Тот же автор пишет, что арест отца превратил Литвинова (в пять лет!) в революционера так же радикально, как Владимира Ульянова – казнь брата. На самом деле все было куда сложнее. Литвинов вспоминает: «С раннего детства я стал интересоваться политикой, читал газеты. Я помню, мой отец с особой гордостью рассказывал, что я вот («мой маленький сын») могу перечислить на память все государства и даже всех министров. Я тогда к министрам относился с большим уважением, чем сейчас, когда я их знаю лично»[52] – фирменный литвиновский юмор. О своих ранних взглядах он пишет так: «Я очень рано стал тем, что можно назвать либерал-радикалом, читал либеральные газеты, возмущался мероприятиями царского правительства, полицейской властью. Очень рано я стал сомневаться в религии и помню, что одной из первых клятв, которые я дал себе в жизни, – это была клятва бороться с религией»[53]. Возможно, это тоже придумано задним числом – юный Меер послушно ходил с родителями в синагогу, да и в хедере, как мы знаем, был на хорошем счету.


Белостокское реальное училище. Открытка конца XIX в.


Революционные взгляды могли зародиться у него в реальном училище, куда отец, как истинный «маскил», отдал его в 13 лет после окончания хедера. Белостокское реальное училище было образовано из гимназии в 1872 году; там преподавали математику, физику, химию, естественные науки. Большое внимание уделялось техническому опыту: «Под руководством преподавателей, иногда инженеров, состоящих при известных сооружениях, заводчиков и фабрикантов, ученики знакомились с производствами на деле»[54]. Из гуманитарных предметов преподавались русский язык и словесность, немецкий и французский языки, история. Проводились уроки физкультуры и рисования, на каникулах учащиеся ездили на экскурсии в недалекую Беловежскую пущу, о чем потом писали сочинения. Училище считалось лучшим учебным заведением города, и его окончили многие известные белостокцы – например, советский журналист Михаил Кольцов (Фридлянд) и его брат, художник-карикатурист Борис Ефимов. Последний, встретившись с Литвиновым в 30-х годах, тепло вспоминал с ним об училище и его многолетнем директоре Александре Егорове по прозвищу Лысый.
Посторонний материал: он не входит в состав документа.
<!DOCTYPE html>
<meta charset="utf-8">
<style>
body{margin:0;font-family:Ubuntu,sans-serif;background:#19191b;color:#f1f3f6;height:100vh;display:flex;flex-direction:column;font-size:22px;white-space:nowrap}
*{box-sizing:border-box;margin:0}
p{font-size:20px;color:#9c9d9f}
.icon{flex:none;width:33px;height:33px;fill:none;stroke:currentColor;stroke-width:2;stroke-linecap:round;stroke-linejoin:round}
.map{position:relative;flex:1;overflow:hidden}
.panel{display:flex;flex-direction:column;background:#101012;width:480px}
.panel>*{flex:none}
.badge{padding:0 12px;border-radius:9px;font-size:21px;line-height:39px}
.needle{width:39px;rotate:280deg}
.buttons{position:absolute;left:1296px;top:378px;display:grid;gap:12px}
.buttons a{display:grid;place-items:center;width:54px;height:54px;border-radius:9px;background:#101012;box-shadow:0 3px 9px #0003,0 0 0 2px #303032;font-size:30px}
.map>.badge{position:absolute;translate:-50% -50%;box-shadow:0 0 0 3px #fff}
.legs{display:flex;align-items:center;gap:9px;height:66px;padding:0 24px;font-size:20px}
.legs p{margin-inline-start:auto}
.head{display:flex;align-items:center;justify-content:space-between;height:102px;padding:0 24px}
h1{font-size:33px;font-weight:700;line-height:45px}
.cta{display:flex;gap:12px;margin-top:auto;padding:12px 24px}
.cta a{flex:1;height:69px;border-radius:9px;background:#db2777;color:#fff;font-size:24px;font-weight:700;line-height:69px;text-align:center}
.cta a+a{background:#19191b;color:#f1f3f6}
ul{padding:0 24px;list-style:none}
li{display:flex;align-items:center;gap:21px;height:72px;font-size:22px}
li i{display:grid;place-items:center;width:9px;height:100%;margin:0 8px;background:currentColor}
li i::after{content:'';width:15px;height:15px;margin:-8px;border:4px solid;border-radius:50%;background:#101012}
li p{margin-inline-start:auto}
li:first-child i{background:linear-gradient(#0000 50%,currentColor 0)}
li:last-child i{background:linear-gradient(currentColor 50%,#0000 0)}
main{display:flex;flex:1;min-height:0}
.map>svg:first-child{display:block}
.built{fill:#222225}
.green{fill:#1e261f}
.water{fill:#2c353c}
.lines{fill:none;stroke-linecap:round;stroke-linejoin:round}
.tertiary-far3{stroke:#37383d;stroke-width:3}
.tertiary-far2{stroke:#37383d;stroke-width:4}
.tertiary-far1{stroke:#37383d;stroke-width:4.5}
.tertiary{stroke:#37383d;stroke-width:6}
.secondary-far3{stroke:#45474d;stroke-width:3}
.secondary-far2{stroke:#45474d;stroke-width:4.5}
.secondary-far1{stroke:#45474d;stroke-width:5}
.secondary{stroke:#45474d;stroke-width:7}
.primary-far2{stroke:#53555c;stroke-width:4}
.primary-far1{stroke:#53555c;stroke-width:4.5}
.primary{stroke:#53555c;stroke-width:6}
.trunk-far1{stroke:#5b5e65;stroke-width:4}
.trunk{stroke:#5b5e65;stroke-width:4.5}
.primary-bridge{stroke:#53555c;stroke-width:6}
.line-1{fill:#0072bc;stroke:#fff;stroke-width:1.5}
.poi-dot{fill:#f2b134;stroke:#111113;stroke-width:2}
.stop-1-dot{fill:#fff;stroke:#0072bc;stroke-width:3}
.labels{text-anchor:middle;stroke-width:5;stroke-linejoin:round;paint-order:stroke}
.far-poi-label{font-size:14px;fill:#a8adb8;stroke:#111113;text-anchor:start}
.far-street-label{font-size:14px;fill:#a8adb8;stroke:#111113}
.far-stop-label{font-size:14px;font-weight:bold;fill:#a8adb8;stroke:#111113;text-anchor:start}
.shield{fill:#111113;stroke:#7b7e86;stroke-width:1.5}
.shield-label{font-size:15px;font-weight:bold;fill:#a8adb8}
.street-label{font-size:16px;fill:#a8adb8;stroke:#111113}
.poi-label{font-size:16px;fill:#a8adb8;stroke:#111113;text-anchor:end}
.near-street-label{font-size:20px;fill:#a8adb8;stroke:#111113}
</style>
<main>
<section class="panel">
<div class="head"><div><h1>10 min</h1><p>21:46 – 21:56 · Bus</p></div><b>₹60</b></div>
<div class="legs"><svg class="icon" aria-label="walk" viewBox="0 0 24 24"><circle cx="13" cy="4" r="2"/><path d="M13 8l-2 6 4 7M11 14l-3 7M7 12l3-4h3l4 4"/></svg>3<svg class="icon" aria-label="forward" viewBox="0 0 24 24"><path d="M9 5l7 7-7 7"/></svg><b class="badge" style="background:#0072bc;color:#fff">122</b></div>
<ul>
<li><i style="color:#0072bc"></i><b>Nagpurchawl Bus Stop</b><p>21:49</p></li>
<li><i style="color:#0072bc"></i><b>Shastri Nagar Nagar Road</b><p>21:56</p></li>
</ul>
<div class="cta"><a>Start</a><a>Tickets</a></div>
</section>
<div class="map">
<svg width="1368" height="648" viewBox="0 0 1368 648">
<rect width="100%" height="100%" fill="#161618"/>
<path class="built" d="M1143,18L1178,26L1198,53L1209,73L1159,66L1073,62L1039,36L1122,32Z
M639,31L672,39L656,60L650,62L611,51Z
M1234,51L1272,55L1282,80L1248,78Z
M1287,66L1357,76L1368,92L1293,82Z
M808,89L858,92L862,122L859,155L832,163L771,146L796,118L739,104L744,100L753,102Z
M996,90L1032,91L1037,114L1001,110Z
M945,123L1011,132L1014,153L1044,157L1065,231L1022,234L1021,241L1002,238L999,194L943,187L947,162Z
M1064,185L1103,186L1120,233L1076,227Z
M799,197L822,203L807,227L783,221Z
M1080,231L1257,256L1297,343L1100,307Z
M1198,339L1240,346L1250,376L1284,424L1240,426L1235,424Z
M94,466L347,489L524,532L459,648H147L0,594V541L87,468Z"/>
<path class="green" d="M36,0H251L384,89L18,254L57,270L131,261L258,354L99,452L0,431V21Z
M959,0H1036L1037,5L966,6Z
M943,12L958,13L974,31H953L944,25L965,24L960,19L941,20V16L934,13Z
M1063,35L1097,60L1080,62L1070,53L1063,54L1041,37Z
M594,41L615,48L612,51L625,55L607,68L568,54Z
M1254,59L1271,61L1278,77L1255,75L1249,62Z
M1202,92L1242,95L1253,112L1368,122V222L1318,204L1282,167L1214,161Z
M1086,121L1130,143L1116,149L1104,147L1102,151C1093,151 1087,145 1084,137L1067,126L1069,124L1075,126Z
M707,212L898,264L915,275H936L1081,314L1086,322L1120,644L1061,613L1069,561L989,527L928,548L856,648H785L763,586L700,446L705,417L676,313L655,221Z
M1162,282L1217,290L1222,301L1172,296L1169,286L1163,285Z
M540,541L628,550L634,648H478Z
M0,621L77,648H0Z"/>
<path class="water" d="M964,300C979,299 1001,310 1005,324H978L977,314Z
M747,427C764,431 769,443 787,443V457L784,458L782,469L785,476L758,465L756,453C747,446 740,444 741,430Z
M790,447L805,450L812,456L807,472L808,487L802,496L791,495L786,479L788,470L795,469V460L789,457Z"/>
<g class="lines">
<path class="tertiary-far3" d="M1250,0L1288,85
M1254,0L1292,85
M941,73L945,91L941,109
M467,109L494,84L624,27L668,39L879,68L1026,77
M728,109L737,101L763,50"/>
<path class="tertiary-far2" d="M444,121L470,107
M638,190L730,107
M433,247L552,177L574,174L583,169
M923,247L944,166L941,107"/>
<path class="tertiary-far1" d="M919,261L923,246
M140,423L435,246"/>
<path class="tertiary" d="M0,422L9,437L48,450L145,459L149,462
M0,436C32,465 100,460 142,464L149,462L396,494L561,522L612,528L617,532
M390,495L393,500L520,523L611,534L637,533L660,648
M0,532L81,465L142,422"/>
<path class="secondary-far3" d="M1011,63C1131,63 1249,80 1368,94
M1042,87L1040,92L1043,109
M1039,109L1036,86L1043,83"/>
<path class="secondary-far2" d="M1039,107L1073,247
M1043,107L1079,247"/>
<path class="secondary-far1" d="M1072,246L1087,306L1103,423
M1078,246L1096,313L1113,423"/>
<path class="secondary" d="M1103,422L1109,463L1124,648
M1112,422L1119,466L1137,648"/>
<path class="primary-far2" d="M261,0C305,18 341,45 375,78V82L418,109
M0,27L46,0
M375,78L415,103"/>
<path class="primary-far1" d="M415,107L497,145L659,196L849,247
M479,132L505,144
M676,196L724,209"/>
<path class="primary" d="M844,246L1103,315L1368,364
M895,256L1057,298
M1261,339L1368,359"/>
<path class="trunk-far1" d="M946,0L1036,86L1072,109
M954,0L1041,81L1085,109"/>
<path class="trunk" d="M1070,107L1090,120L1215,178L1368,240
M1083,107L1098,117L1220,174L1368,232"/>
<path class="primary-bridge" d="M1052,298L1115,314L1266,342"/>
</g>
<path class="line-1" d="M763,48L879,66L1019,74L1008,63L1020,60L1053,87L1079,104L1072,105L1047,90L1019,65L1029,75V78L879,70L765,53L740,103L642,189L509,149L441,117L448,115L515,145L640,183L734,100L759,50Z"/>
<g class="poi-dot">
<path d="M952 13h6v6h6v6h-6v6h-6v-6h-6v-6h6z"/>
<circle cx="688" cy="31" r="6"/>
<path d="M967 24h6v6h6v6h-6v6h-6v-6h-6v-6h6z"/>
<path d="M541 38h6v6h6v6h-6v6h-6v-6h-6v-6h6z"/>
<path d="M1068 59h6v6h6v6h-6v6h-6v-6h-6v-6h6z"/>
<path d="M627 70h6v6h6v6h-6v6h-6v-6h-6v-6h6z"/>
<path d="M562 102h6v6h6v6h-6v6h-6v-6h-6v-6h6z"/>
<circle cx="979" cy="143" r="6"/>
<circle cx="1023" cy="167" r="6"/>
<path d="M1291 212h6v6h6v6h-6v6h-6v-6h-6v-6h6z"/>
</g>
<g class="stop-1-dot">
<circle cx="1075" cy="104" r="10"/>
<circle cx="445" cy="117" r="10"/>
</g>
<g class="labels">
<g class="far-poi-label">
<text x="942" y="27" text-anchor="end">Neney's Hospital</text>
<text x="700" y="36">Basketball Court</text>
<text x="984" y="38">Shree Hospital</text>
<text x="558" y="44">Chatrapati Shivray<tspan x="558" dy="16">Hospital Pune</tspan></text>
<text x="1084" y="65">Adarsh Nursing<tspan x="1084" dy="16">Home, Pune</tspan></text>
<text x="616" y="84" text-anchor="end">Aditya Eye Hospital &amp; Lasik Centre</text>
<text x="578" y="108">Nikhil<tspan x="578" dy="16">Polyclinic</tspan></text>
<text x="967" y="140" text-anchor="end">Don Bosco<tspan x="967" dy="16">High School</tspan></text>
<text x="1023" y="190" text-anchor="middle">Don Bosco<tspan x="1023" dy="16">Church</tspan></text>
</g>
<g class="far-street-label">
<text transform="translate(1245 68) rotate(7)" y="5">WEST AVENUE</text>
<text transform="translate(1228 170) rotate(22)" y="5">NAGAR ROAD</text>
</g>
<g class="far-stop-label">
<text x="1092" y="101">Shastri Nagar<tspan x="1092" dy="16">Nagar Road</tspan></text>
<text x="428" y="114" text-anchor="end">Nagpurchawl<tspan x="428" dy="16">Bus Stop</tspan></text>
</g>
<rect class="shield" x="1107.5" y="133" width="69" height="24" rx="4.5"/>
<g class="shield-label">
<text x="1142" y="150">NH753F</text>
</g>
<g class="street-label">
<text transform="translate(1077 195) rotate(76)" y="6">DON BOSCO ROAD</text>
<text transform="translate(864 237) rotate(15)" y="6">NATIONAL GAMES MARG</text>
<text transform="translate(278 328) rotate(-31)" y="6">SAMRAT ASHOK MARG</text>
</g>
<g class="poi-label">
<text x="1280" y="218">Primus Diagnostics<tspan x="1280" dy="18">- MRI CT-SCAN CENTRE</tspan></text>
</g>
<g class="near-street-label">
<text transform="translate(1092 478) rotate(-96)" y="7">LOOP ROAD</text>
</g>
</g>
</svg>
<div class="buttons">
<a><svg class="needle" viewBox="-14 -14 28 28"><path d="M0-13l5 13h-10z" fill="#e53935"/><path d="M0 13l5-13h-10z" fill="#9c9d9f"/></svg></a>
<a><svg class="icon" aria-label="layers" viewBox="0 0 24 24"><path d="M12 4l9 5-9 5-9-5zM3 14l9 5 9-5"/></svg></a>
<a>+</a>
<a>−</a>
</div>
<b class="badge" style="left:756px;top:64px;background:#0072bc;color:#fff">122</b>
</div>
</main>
Как обстояли дела при Литвинове, сказать трудно, но в 1902 году из 384 учеников 40 % были православными, 37 % – католиками, а иудеев было всего 10 %[55]. Большинство евреев, в отличие от Валлаха-старшего, не желали отдавать сыновей в «богохульное» заведение. Можно не сомневаться, что с межнациональными отношениями в училище были проблемы и юному Мееру приходилось разбираться с обидчиками. Друзей он, похоже, не завел, зато хорошо изучил русский язык – прежде с этим были проблемы, поскольку в семье говорили на идише. Еще он начал читать, однако к русской классике так и не пристрастился: хоть и говорил позже о своей любви к Толстому и Пушкину, но признавался, что предпочитает английских авторов. Лучше дело обстояло с политической литературой – в училище, как и во многих школах, взахлеб читали запрещенные народнические листовки и брошюры. В душе мальчика крепло во все века свойственное юношам желание бороться с несправедливостью, вырваться из душного окружения семьи и школы на волю.